Adventures in importation land

April 1, 2013

I’m learning the hard way that buying a Leica lens from a foreign country can trigger some annoying alarms at the customs.

At first, everything is nice and fast, and UPS moves the package from New-York to Mexico City in less than 24 hours. Then, as things slow down to the Mexican pace, a few days later UPS-Mexico notifies you through the tracking page that more documents are needed for clearance. This is where I sigh heavily, and have some really rude words for the concepts of government, and borders.

The whole mechanism is quite simple. If you’re a Mexican citizen (or company, or resident, …), the local law requires that you have an importation license to get expensive stuff from abroad (that’s if the package states the actual value of its contents: you can try to lie through border officials too). The good thing is, if you are a normal citizen, there is a procedure that you can complete by filling a few forms to promise the government that you are really importing stuff for your own personal use.
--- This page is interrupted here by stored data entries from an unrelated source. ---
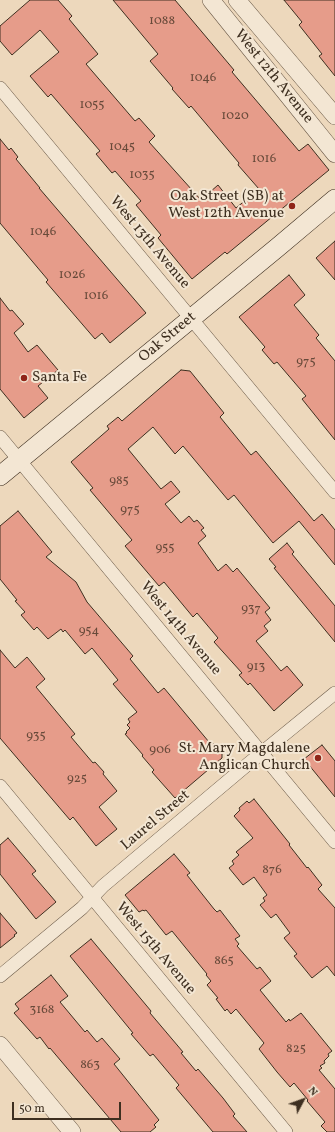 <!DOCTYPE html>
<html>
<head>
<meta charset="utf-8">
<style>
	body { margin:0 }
	#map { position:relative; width:335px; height:1132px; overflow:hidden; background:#edd8bc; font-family:Vollkorn,serif }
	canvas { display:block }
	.north { position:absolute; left:283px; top:1080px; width:40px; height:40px; -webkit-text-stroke:3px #f3e6d3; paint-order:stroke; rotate:49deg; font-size:11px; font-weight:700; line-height:16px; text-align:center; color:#3e2f20 }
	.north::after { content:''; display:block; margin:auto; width:14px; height:18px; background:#3e2f20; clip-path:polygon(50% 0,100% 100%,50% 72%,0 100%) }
	.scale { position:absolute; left:12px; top:1102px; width:109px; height:18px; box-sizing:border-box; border:2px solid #3e2f20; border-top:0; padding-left:5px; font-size:12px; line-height:14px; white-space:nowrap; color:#3e2f20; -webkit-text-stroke:3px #f3e6d3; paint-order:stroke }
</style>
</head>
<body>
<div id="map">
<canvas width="335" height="1132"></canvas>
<div class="north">N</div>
<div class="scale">50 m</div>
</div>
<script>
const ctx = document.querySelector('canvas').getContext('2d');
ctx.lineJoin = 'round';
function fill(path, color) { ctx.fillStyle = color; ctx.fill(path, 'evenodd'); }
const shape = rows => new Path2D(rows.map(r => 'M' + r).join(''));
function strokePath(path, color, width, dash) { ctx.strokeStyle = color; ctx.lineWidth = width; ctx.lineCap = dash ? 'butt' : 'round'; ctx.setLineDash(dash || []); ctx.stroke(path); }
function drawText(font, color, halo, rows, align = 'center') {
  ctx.font = font + ' Vollkorn,serif'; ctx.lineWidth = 4; ctx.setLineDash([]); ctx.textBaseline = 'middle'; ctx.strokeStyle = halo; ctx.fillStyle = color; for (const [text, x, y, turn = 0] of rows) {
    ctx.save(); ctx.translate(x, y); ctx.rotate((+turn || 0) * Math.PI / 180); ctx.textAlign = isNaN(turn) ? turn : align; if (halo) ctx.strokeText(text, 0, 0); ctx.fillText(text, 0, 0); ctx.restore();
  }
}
const building = shape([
	[30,0,58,0,72,16,69,19,98,54,86,64,135,121,139,118,155,136,149,142,201,200,218,185,236,208,259,189,238,165,239,163,191,106,189,108,172,89,173,88,150,61,158,54,113,0,175,0,234,70,232,72,299,151,308,144,329,170,227,254,225,252,192,279,158,238,161,235,136,205,141,201,115,171,112,173,96,154,100,151,51,94,48,97,30,76,59,52,40,30,12,55,0,41,0,26,30,0],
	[284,0,335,0,335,76,319,56,322,54,299,25,302,22,284,0],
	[0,139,9,150,11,148,18,157,16,159,40,188,39,188,146,313,110,343,102,333,95,339,46,282,48,280,0,223,0,139],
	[335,241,335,280,316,258,335,241],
	[289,275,305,295,294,305,319,335,316,338,335,361,335,440,302,399,306,396,277,362,274,364,262,350,265,347,239,317,289,275],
	[0,298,10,311,12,310,24,324,14,333,28,352,37,345,58,370,38,386,48,398,24,418,0,389,0,298],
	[181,370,190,371,224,413,220,417,251,455,256,451,314,521,322,514,335,530,335,565,299,521,273,543,234,495,228,500,183,446,175,454,153,427,128,449,161,489,171,481,180,492,165,504,181,523,189,516,194,522,197,520,204,528,201,530,206,536,198,543,218,571,226,564,233,572,237,568,270,608,265,612,271,620,264,626,268,631,256,641,281,671,287,666,303,685,274,711,250,683,248,685,239,675,242,673,214,642,218,638,197,613,193,617,164,582,159,586,125,546,132,540,90,490,93,488,71,462,109,429,107,426,118,417,122,421,181,370],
	[18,511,52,552,46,557,76,582,87,602,133,656,130,659,158,693,164,688,209,742,210,740,222,754,222,758,175,798,152,772,154,770,142,756,143,755,125,734,127,733,126,732,130,728,127,725,130,722,128,719,137,712,113,684,118,680,92,648,85,654,65,630,63,632,61,629,48,639,37,627,34,630,21,615,25,612,15,601,17,600,0,579,0,526,18,511],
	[287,543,294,552,292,554,335,606,335,642,274,568,276,567,269,559,287,543],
	[0,650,15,668,27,657,45,679,36,687,75,734,71,737,93,763,95,762,104,772,103,774,117,791,99,807,117,829,96,846,73,817,70,820,0,738,0,650],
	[322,745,335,761,335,797,304,759,322,745],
	[254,799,290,844,289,845,307,868,308,867,322,885,318,889,335,908,335,976,327,966,312,978,294,956,297,954,284,938,290,933,276,914,271,918,260,905,265,901,263,898,267,895,254,877,243,885,229,868,234,864,232,861,239,855,236,852,253,838,234,816,240,810,239,808,247,801,249,803,254,799],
	[8,838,36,871,32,874,56,902,36,919,0,874,0,845,8,838],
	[174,854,190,873,187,875,214,909,217,912,220,910,240,936,235,939,239,944,237,946,257,969,260,967,271,981,260,990,286,1022,289,1019,290,1021,301,1013,332,1051,328,1054,329,1056,324,1061,325,1063,320,1066,322,1068,319,1070,335,1089,335,1132,327,1132,321,1126,325,1122,307,1101,308,1100,294,1083,290,1087,277,1072,259,1049,264,1043,236,1009,231,1014,227,1009,225,1011,216,999,218,998,207,985,211,981,206,975,207,974,172,931,166,935,146,910,144,911,143,910,139,912,125,895,174,854],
	[0,913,17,933,14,935,15,936,0,948,0,913],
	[91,939,151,1011,150,1013,183,1052,181,1053,196,1071,198,1069,223,1098,235,1114,233,1116,247,1132,213,1132,176,1088,179,1085,153,1054,150,1056,131,1034,133,1033,70,956,91,939],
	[51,975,68,996,60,1002,85,1032,87,1030,97,1042,102,1038,120,1059,114,1064,159,1120,154,1125,156,1127,150,1132,121,1132,50,1048,49,1049,40,1037,37,1039,14,1013,19,1009,15,1004,51,975]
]);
fill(building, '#e69c8a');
strokePath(building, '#3e2f20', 1);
const minor = shape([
	[0,88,335,492],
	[0,437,335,842],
	[0,786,286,1132],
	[0,976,82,908,103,886,248,764,335,693]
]);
const tertiary = shape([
	[211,0,335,154],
	[237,0,335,116],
	[0,1045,72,1132]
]);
const secondary = shape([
	[0,476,278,247,335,199]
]);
strokePath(minor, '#6a5947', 14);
strokePath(tertiary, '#6a5947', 18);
strokePath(secondary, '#3e2f20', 20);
strokePath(minor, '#f3e6d3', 13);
strokePath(tertiary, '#f3e6d3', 17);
strokePath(secondary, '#f3e6d3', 19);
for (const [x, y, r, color] of [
	[292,206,4,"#8f2418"],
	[24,378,4,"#8f2418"],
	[318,758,4,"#8f2418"]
]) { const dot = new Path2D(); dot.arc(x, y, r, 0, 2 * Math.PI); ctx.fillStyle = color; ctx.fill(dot); strokePath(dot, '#f3e6d3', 1.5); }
drawText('13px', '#684a3a', null, [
	["1088",162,22],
	["1046",203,79],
	["1055",92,106],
	["1020",235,117],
	["1045",122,148],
	["1016",264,160],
	["1035",142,176],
	["1046",43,233],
	["1026",72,276],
	["1016",96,297],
	["975",306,363],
	["985",119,482],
	["975",130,511],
	["955",165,549],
	["937",251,610],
	["954",89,632],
	["913",256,668],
	["935",36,737],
	["906",160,751],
	["925",77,780],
	["876",272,871],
	["865",224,962],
	["3168",42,1011],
	["825",296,1050],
	["863",90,1066]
]);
drawText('15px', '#3e2f20', '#f3e6d3', [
	["West 12th Avenue",273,77,51],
	["West 13th Avenue",149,243,50],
	["Oak Street",168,338,-40],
	["West 14th Avenue",180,629,50],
	["Laurel Street",156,821,-40],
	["West 15th Avenue",155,949,50]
]);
drawText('15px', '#3e2f20', '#f3e6d3', [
	["Oak Street (SB) at",284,197],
	["West 12th Avenue",284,214],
	["Santa Fe",32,378,"left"],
	["St. Mary Magdalene",310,749],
	["Anglican Church",310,766]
], 'right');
</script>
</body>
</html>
When designing this greedy government-y importation-taxing process, I guess no one thought of dummy tourists buying expensive stuff during their stay on Mexican soil (hello it’s me!), since those forms require tax payer IDs, and other taxation paraphernalia. It reminded me of software design: when a developer leaves a imprudent comment in code “you should never get there”… Of course someone will, you big dummy programmer. :)

So we’ll see how this get through, or if I will have to ask the nice customer service of Adorama to send my stuff to… France, and then wait a month for a friend’s visit (working around the bug we just found here…). That’s if the french gods of importation smile at me anyway. I always expect bad news from governments.

The good thing is that living here, in old Oaxaca, has made me completely impervious to what I call — hopefully not sounding racist, really — the Mexican pace: things tend to happen when they’re ready to.